Reputation: 8921
I have a very long natural key (hundreds of characters) in a chemical application. I can use MD5 against the value to create an ersatz natural key. What I'd like to know is whether the following is possible; consider two sets of child rows:
ParentTable
parent1
parent2
ChildTable
parent1....md5 value a
parent1....md5 value b
parent1....md5 value c
parent2....md5 value b
parent2....md5 value c
parent2....md5 value a
Is it possible to "compute" each three-row set of md5 values and compare the computed values against each other in order to determine whether parent1 and parent2 have the same set of children? The children are not in the same "order" but there is really no "order" in any case -- those three tuples are really just a "bag" of rows.
So the question could be, do parent1 and parent2 have the same things in their respective bags?
And again, to be clear, I am hoping to avoid having to compare one set against the other, row by row. Ideally I'd like to find something analogous to select sum(md5) from ChildTable where parent=1
.
EDIT: there would be a unique index on the child table to prevent the same value from occurring more than once for the same parent: create unique index UX_CHILDTABLE on ChildTable(parent, md5);
EDIT2: "sameness" or "equality" when bag is compared to bag would be defined as : they contain the same set of MD5 values, i.e. every item in one bag has its twin in the other bag. All of bag1's entities are found in bag2 and all of bag2's entities are found in bag1.
Upvotes: 0
Views: 154
Reputation: 36
I have a potential solution to your answer, but it will depend on some clarification. Since I'm a new user I don't have the ability to ask in a comment. You state that you have "bags" of rows corresponding to each parent. From my understanding, bags can have duplicate items. If duplicate MD5s exist in your parents, do you want to only consider the distinct ones? Secondly, are you looking for equality only if bag A = bag B or also when bag A is a subset of bag B and vise versa?
I have presented a solution which looks for only distinct MD5s considering an equality relation:
Say we have two parent tables which are aggregated in a child table as your example shows:
--Create tables that hold our data
if object_id('tempdb..#parent1') is not null drop table #parent1
create table #parent1 (parent varchar(20), words varchar(20), chem varchar(100), bHash varchar(34))
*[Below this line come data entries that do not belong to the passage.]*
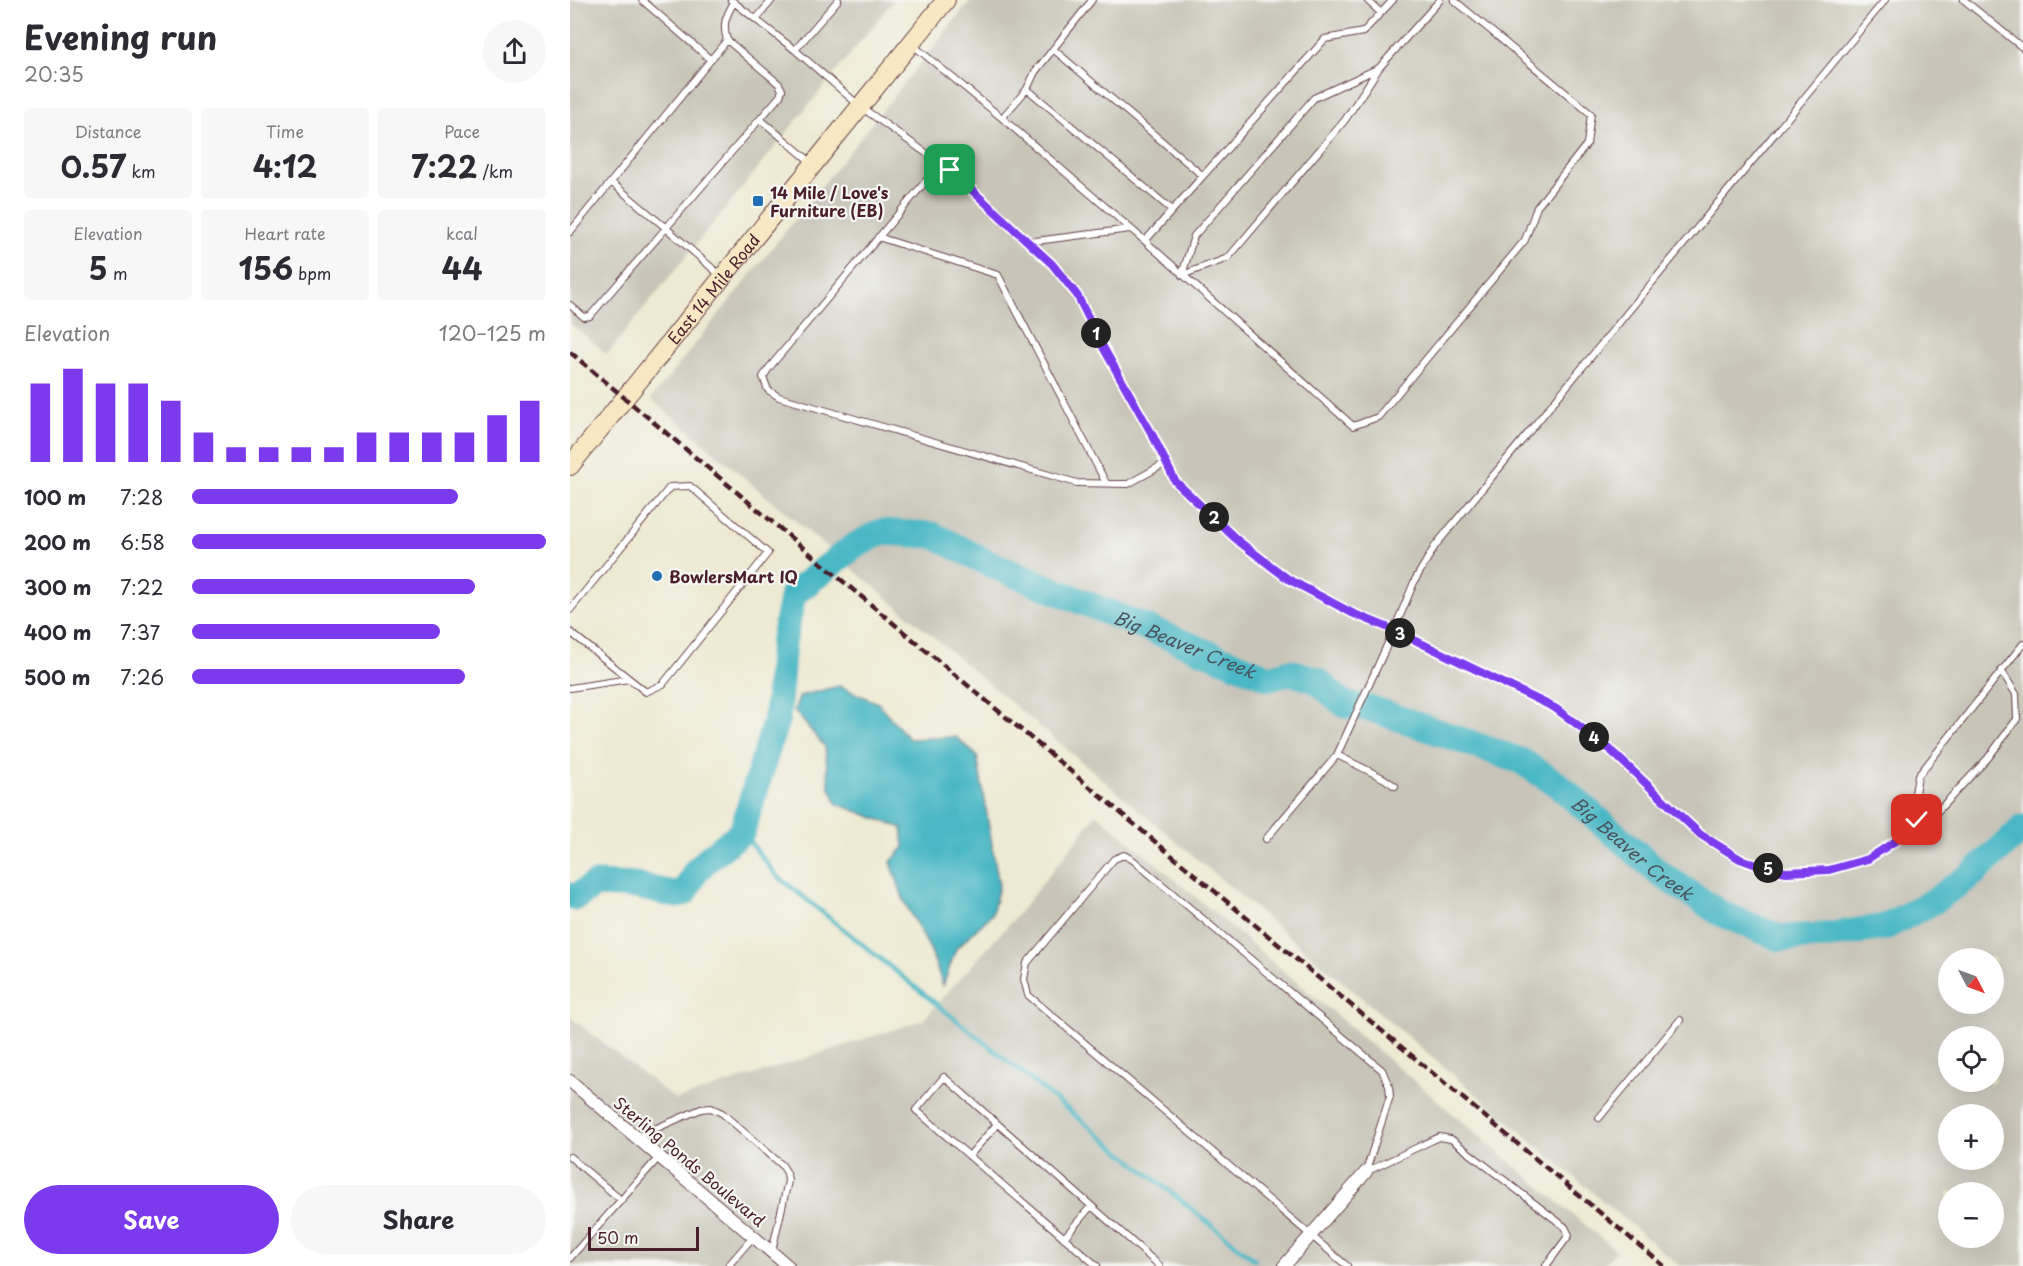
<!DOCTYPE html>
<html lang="en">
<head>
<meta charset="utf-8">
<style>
	:root { --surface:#fff; --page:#f7f7f7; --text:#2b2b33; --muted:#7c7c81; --accent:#7c3aed }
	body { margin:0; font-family:"Playpen Sans",sans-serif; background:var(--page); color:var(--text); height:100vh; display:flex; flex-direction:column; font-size:22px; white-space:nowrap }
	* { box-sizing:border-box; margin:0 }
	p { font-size:20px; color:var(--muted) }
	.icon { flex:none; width:33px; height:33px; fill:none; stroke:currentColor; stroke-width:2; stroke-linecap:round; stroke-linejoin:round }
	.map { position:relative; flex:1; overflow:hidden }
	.sheet { display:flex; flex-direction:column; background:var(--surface); width:570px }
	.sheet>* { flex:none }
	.needle { width:39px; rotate:131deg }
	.fabs { position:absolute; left:1368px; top:948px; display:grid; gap:12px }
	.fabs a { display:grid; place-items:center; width:66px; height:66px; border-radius:50%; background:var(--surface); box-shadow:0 6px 24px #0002; font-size:30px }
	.scale { position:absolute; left:18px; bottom:15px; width:111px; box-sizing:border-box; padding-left:6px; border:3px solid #4a1f2b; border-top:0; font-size:16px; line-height:21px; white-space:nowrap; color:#4a1f2b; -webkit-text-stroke:4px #f6f6f2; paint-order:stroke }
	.pin { position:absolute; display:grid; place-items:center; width:51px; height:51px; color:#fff; margin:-26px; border-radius:12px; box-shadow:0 3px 9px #0006 }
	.km { position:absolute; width:30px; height:30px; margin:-15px; border-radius:50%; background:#222; color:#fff; font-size:16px; line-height:30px; text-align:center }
	.round { display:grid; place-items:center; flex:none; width:63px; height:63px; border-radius:32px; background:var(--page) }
	.headline { display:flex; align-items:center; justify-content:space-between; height:102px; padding:0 24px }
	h1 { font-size:33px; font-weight:700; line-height:45px }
	.stats { display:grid; grid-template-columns:repeat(3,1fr); gap:9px; height:102px; padding:6px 24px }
	.stats div { display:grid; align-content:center; border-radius:6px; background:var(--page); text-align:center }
	.stats b { font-size:30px; font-weight:700 }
	.stats small { font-size:16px; font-weight:400 }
	.stats p { font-size:16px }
	.chart { height:168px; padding:12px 24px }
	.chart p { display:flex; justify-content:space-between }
	.chart svg { width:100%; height:108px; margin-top:6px; stroke:var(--accent); stroke-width:6 }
	.primary-button { display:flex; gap:12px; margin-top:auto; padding:12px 24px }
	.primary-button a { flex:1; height:69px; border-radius:36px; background:var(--accent); color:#fff; font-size:24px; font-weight:700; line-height:69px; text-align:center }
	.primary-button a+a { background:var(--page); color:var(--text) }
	ul { padding:0 24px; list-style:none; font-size:20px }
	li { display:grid; grid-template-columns:96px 72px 1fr; align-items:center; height:45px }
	li i { height:15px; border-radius:8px; background:var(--accent) }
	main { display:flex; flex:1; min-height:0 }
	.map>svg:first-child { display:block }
	.industrial { fill:#c8c4b8; fill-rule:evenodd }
	.water { fill:#4ab7c5; stroke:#4a6b78; stroke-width:1.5 }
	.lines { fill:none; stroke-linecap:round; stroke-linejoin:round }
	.stream { stroke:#4ab7c5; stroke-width:4.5 }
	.river { stroke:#4ab7c5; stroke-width:27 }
	.lane-casing { stroke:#623d44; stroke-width:8 }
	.street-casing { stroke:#623d44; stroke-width:14 }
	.secondary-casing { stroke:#623d44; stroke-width:20 }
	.lane { stroke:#fff; stroke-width:6 }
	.street { stroke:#fff; stroke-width:12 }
	.secondary { stroke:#f7e8c3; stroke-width:18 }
	.rail { stroke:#4a1f2b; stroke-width:4.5; stroke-dasharray:9 4.5; stroke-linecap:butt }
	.route-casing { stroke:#fff; stroke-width:12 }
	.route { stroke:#7c3aed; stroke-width:8 }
	.poi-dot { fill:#1f6fb2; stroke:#f6f6f2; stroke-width:2 }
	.labels { text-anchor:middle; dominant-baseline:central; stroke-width:4.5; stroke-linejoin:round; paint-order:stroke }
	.poi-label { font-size:16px; font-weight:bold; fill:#4a1f2b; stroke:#f6f6f2; text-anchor:start }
	.street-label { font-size:16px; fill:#4a1f2b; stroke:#f6f6f2 }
	.water-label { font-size:18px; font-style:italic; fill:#4a5461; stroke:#f6f6f2 }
</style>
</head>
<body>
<main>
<section class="sheet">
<div class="headline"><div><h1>Evening run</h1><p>20:35</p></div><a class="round"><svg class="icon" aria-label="share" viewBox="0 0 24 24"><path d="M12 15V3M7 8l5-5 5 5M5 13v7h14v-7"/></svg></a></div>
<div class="stats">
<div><p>Distance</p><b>0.57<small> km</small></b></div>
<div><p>Time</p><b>4:12</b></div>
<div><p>Pace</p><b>7:22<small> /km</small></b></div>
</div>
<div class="stats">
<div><p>Elevation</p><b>5<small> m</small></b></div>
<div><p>Heart rate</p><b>156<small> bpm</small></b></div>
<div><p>kcal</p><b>44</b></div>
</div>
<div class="chart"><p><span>Elevation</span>120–125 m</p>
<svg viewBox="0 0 160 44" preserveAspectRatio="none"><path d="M5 44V12M15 44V6M25 44V12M35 44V12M45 44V19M55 44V32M65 44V38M75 44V38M85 44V38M95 44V38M105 44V32M115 44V32M125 44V32M135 44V32M145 44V25M155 44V19"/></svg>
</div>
<ul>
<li><b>100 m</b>7:28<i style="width:75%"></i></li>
<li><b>200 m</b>6:58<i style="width:100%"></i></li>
<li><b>300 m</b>7:22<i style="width:80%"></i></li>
<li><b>400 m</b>7:37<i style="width:70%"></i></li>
<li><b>500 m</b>7:26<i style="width:77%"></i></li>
</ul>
<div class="primary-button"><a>Save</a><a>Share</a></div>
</section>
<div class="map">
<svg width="1453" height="1266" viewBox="0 0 1453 1266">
	<rect width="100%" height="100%" fill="#f6f6f2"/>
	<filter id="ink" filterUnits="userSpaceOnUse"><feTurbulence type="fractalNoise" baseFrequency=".0167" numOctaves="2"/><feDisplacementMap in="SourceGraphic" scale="12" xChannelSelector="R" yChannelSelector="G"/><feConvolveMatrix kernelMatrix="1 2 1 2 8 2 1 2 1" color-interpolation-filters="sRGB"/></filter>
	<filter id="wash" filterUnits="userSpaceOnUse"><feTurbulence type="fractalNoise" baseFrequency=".008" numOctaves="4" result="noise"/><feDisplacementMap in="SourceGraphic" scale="24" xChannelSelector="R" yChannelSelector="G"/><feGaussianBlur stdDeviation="1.35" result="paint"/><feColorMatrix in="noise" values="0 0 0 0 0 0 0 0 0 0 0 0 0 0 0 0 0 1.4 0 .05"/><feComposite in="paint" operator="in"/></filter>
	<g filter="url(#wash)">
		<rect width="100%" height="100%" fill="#ede9d2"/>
		<path class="industrial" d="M 0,0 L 324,0 L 37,354 L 0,323 Z
			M 401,0 L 1453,0 L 1453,1266 L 1110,1266 L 81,399 ZM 1378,958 L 1424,958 L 1424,1004 L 1378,1004 ZM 1378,1036 L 1424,1036 L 1424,1082 L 1378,1082 ZM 1378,1114 L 1424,1114 L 1424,1160 L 1378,1160 ZM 1378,1192 L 1424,1192 L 1424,1238 L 1378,1238 Z
			M 527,814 L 1046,1251 L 1033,1266 L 0,1266 L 0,1017 L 106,1100 L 353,1020 L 449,913 Z"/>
		<path class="water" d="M 269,686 L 308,703 L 339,739 L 386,737 L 407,756 L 429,886 L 422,914 L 386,949 L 373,986 L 361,951 L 334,901 L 321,862 L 334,847 L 332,828 L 267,804 L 259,786 L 255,747 L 224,710 L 230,696 Z"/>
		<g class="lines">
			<path class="stream" d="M 172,832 L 206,875 L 685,1260"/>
			<path class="river" id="s1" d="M 0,896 L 6,897 L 26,884 L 67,886 L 107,895 L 115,892 L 126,871 L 140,857 L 172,832 L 207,717 L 213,643 L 223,594 L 283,547 L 311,532 L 363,535 L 424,566 L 700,678 L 720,672 L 746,680 L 775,705 L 802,709 L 951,761 L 987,784 L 1092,875 L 1150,913 L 1210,938 L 1255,936 L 1315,927 L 1364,901 L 1404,873 L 1453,828"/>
		</g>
	</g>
	<g filter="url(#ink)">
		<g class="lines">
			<defs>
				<path id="lane" d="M 72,0 L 141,60
					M 161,0 L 225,50 L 291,107 L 380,170 L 481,264 L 507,295 L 533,347 L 583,436 L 605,481 L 667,540 L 718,579 L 782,613 L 824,630 L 985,708 L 1036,746 L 1131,835 L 1170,859 L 1192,867 L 1216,872 L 1259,870 L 1298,859 L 1316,848 L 1333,836 L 1347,820 L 1344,799 L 1348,776 L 1453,644
					M 797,0 L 811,13
					M 1394,0 L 1453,48
					M 186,19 L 202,0
					M 157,40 C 152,24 156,16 164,2
					M 344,46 L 432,118 L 575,241 L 755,39 L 793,32 L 823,0
					M 483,49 L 633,176
					M 225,50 L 268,0
					M 457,89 L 602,210
					M 432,118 L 457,89 L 465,72 L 522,0
					M 371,163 L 199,368 L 193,377 L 198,390 L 209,397 L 507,483 L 558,484 L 596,463
					M 41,182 L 96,228 L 190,119 L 242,163
					M 0,232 L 157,40 L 209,84 L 212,90 L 210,96 L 190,119
					M 308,237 L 428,275 L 536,483
					M 575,241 L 783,426 L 808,417 L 955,240 L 967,207 L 1017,144 L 1021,114 L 884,0
					M 458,242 L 560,229
					M 612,275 L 658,258 L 775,120 L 809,68 L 870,0
					M 612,275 L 624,236 L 744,98 L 809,68
					M 0,305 L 14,317 L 20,316 L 96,228 L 150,275
					M 0,610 L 100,487 L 120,486 L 198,553 L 93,684 L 76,692 L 0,632
					M 0,688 L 59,679
					M 767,755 L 813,778 L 825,786
					M 1347,820 L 1364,815 L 1418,758 L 1447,719 L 1446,694 L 1431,670
					M 696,839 L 767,755 L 824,630 L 845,580 L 865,546 L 1315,0
					M 1029,1118 L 1110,1020
					M 66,1137 L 131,1109 L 141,1108 L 152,1113 L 212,1165 L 217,1173 L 218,1181 L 202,1251
					M 399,1156 L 427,1124
					M 0,1157 L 51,1200
					M 796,1172 L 869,1137 L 881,1139 L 995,1227 L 999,1235 L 976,1266
					M 494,1238 L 521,1206
					M 0,1258 L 89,1157
					M 158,1266 L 183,1237
					M 527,1266 L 346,1110 L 374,1077 L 590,1266
					M 777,1266 L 458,995 L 454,979 L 457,963 L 544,859 L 554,855 L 563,860 L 812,1070 L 819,1086 L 820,1096 L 796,1171"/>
				<path id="street" d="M 0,1081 L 218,1266
					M 714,1266 L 796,1172"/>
				<g id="secondary">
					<path id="s2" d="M 0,466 L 376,0"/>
				</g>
			</defs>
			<use href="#lane" class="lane-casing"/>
			<use href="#street" class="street-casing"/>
			<use href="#secondary" class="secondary-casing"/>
			<use href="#lane" class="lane"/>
			<use href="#street" class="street"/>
			<use href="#secondary" class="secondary"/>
			<path class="rail" d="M 0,352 L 269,578 L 1094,1266"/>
		</g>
	</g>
	<g class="lines" filter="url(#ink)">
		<defs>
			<path id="route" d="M 380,170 L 482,264 L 507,295 L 533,347 L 583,436 L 605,481 L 667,540 L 718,579 L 782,613 L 824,630 L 985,708 L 1036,746 L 1131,835 L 1170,859 L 1192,867 L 1216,872 L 1259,870 L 1298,859 L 1333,836 L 1347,820"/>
		</defs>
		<use href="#route" class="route-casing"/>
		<use href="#route" class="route"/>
	</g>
	<g class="poi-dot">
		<rect x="182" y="195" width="12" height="12" rx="3"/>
		<circle cx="87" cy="576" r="6"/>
	</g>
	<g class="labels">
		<g class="poi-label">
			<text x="200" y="192">14 Mile / Love's<tspan x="200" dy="18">Furniture (EB)</tspan></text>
			<text x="99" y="576">BowlersMart IQ</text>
		</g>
		<g class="street-label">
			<text stroke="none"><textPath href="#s2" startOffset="228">East 14 Mile Road</textPath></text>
			<text transform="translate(120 1161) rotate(40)">Sterling Ponds Boulevard</text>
		</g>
		<g class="water-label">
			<text stroke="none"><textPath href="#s1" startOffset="884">Big Beaver Creek</textPath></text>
			<text stroke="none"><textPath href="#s1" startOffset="1389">Big Beaver Creek</textPath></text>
		</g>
	</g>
</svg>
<div class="fabs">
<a><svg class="needle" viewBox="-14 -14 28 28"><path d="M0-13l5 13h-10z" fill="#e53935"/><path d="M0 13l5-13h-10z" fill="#7c7c81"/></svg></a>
<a><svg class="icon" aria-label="locate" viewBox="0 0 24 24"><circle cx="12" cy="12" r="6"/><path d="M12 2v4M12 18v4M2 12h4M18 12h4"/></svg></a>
<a>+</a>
<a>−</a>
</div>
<div class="scale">50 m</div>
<div class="pin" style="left:380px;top:170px;background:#1e9e55"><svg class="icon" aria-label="arrive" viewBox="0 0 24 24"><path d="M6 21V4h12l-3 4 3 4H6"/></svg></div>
<div class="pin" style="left:1347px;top:820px;background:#d93025"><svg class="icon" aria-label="check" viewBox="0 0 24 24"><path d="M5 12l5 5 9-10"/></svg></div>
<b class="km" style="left:526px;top:333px">1</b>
<b class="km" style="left:644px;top:517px">2</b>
<b class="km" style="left:830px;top:633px">3</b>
<b class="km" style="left:1024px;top:737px">4</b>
<b class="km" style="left:1198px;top:868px">5</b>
</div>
</main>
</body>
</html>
insert into #parent1 values ('parent 1', 'this', 'a', upper(sys.fn_sqlvarbasetostr(hashbytes('md5', 'a'))))
insert into #parent1 values ('parent 1', 'does', 'b', upper(sys.fn_sqlvarbasetostr(hashbytes('md5', 'b'))))
insert into #parent1 values ('parent 1', 'not', 'c', upper(sys.fn_sqlvarbasetostr(hashbytes('md5', 'c'))))
if object_id('tempdb..#parent2') is not null drop table #parent2
create table #parent2 (parent varchar(20), words varchar(20), chem varchar(100), bHash varchar(34))
insert into #parent2 values ('parent 2', 'matter', 'b', upper(sys.fn_sqlvarbasetostr(hashbytes('md5', 'b'))))
insert into #parent2 values ('parent 2', 'just', 'c', upper(sys.fn_sqlvarbasetostr(hashbytes('md5', 'c'))))
insert into #parent2 values ('parent 2', 'words', 'a', upper(sys.fn_sqlvarbasetostr(hashbytes('md5', 'a'))))
insert into #parent2 values ('parent 2', 'duplicate', 'a', upper(sys.fn_sqlvarbasetostr(hashbytes('md5', 'a'))))
if object_id('tempdb..#child') is not null drop table #child
select *
into #child
from #parent1
union all
select * from #parent2
We can concatenate the row values of the MD5s into a single ordered list by treating the MD5 values as a string. After concatenation, we can generate a new MD5 hash which applies to the parent's unique collection of values.
if object_id('tempdb..#parentHash') is not null drop table #parentHash
select distinct parent
--We can create a new hash off an ordered list of distinct values (this is the list)
,stuff((select ','+o.bHash
from (select distinct parent, bHash from #child) o
where o.parent = t.parent
order by o.bHash
for xml path('')),1,1,'') ordered_list
--Create the hash
,upper(sys.fn_sqlvarbasetostr(hashbytes('md5',
stuff((select ','+o.bHash
from (select distinct parent, bHash from #child) o
where o.parent = t.parent
order by o.bHash
for xml path('')),1,1,'')
))) parentHash
into #parentHash
from (select distinct parent, bHash from #child) t
You could then query off of these values where parent hashes are equivalent.
select distinct o.parent
,t.parent
from #parentHash o
inner join #parentHash t on o.parentHash = t.parentHash and o.parent <> t.parent
Again, this solution assumes that you are only looking for bags which have equivalent unique values. If you are concerned about duplicates or parents which are subsets of one another a different solution would have to be explored.